Jedenfalls ist auch dieser Verlauf termitisch aufs ausgiebigste geordnet und genutzt, von hinten wie vorne fließt das Futter durch den ganzen Staat weiter, der Heimkehrende gibt es den Zuhausegebliebenen, die Alten geben es den Jungen in unendlichem Suppenkreislauf, mag die Suppe auch etwas seltsam sein. Besonders hinterwärts wird sozusagen bald warm, bald kalt verabfolgt – bald trocken hinterlassen, bald frisch und unmittelbar auch von diesem Pol verzapft.
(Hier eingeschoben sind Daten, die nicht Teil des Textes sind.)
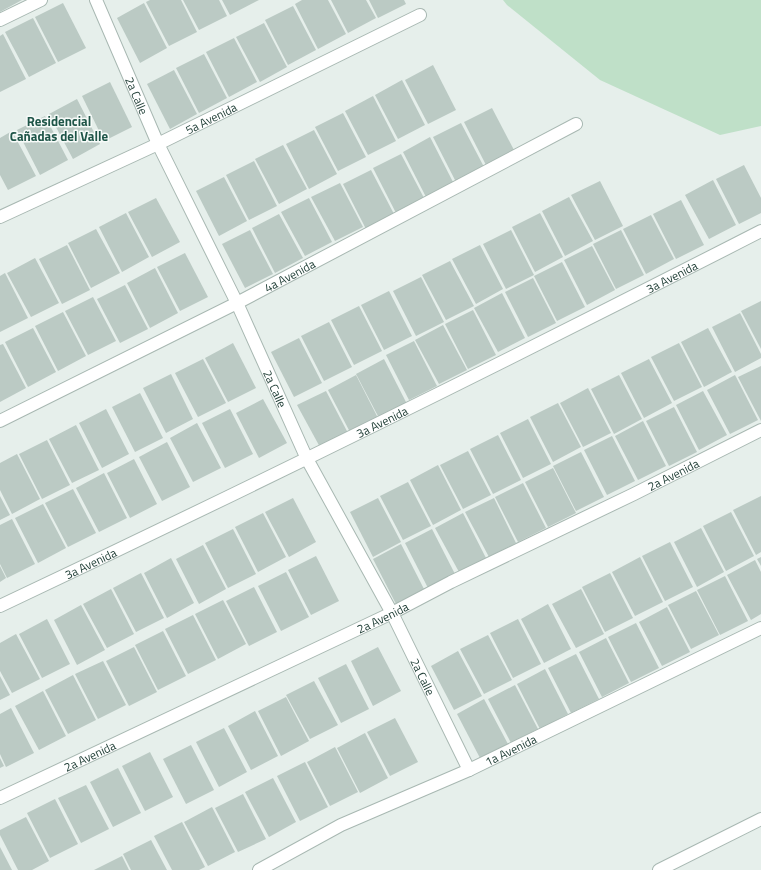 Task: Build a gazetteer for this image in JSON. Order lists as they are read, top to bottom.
{
  "streets": {
    "street": [
      "2a Calle",
      "5a Avenida",
      "4a Avenida",
      "3a Avenida",
      "2a Avenida",
      "1a Avenida"
    ]
  },
  "crossings": [
    ["2a Calle", "5a Avenida"],
    ["2a Calle", "4a Avenida"],
    ["2a Calle", "3a Avenida"],
    ["2a Calle", "2a Avenida"],
    ["2a Calle", "1a Avenida"]
  ],
  "districts": ["Residencial Cañadas del Valle"]
} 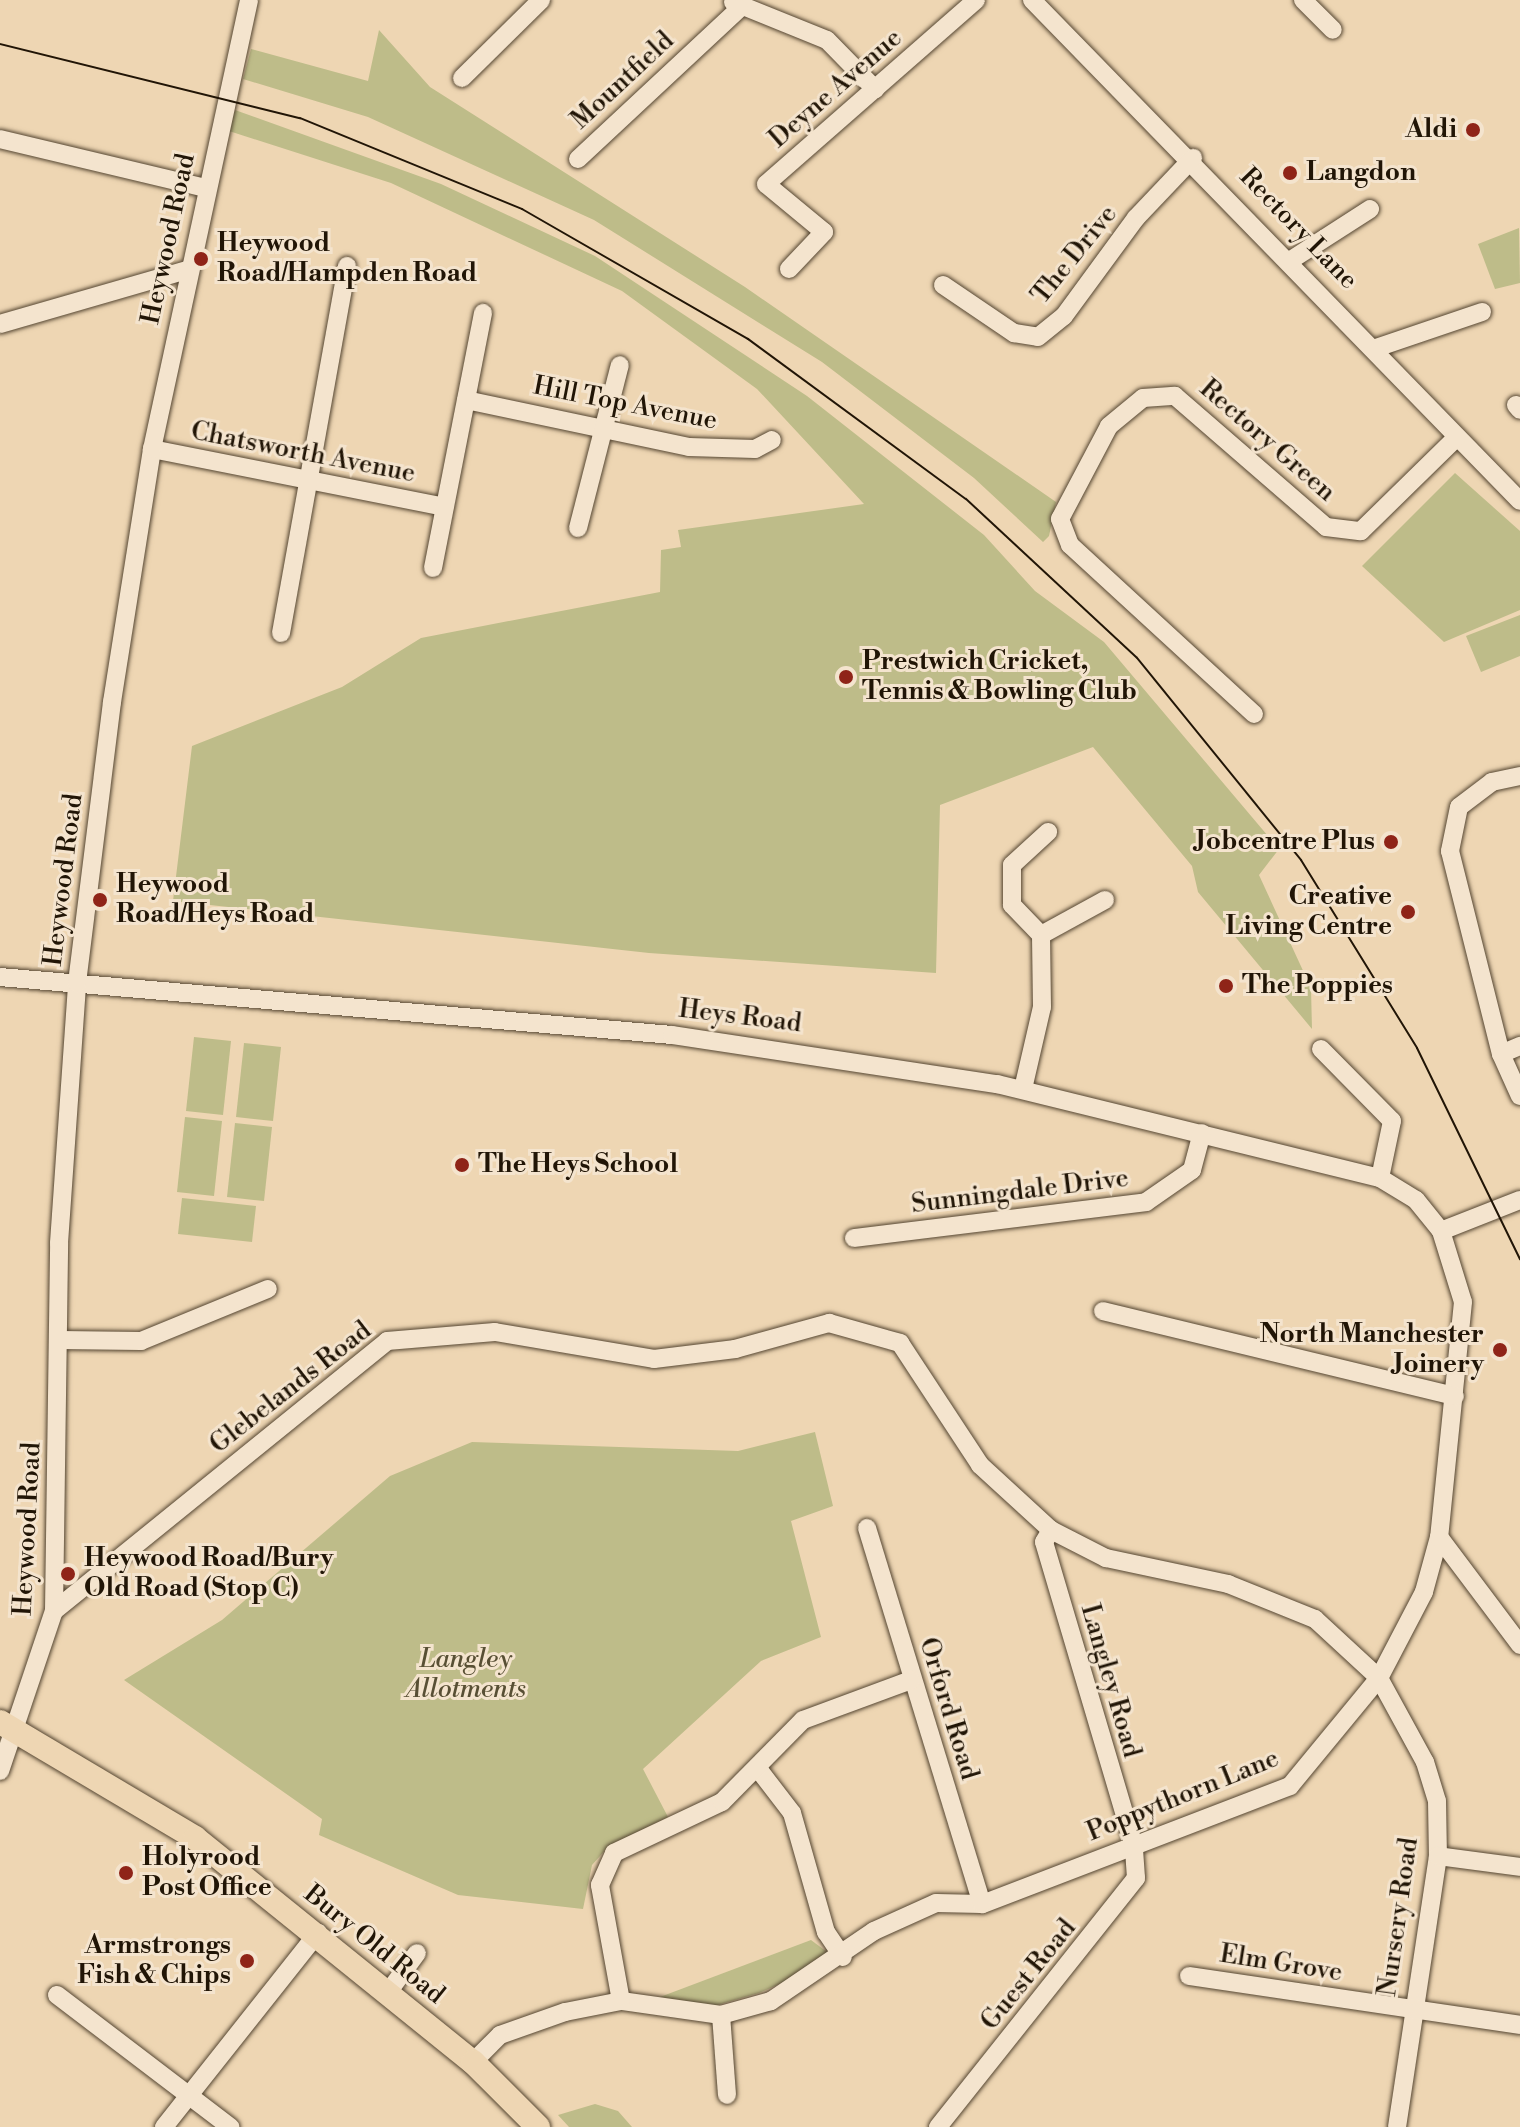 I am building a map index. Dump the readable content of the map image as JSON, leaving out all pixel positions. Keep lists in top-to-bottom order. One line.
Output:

Mit Liebe reizen sich die Termiten selber dazu, indem die eine mit den Fühlern die andere hinten beklopft, bis ein »Würstchen« austritt, das dann gierig verschlungen wird.

Sentimentale Entsetzenstiraden lassen sich an diese Dinge wie an so viele Termitenbräuche leicht anknüpfen, aber daß es, termitisch gesehen, eine ganz vorzügliche Lösung ist, zumal bei an sich äußerst reinlichen Tieren, bleibt ebenso fest, wenn die Termite reden könnte, würde sie ihre Art so schlicht verteidigen, wie wir die Verwertung der Muttermilch bei dem Kinde. Zumal eben bei derartig spröder Nahrung, wie Holz, die nur durch mehrfache Wanderung sich auswerten kann.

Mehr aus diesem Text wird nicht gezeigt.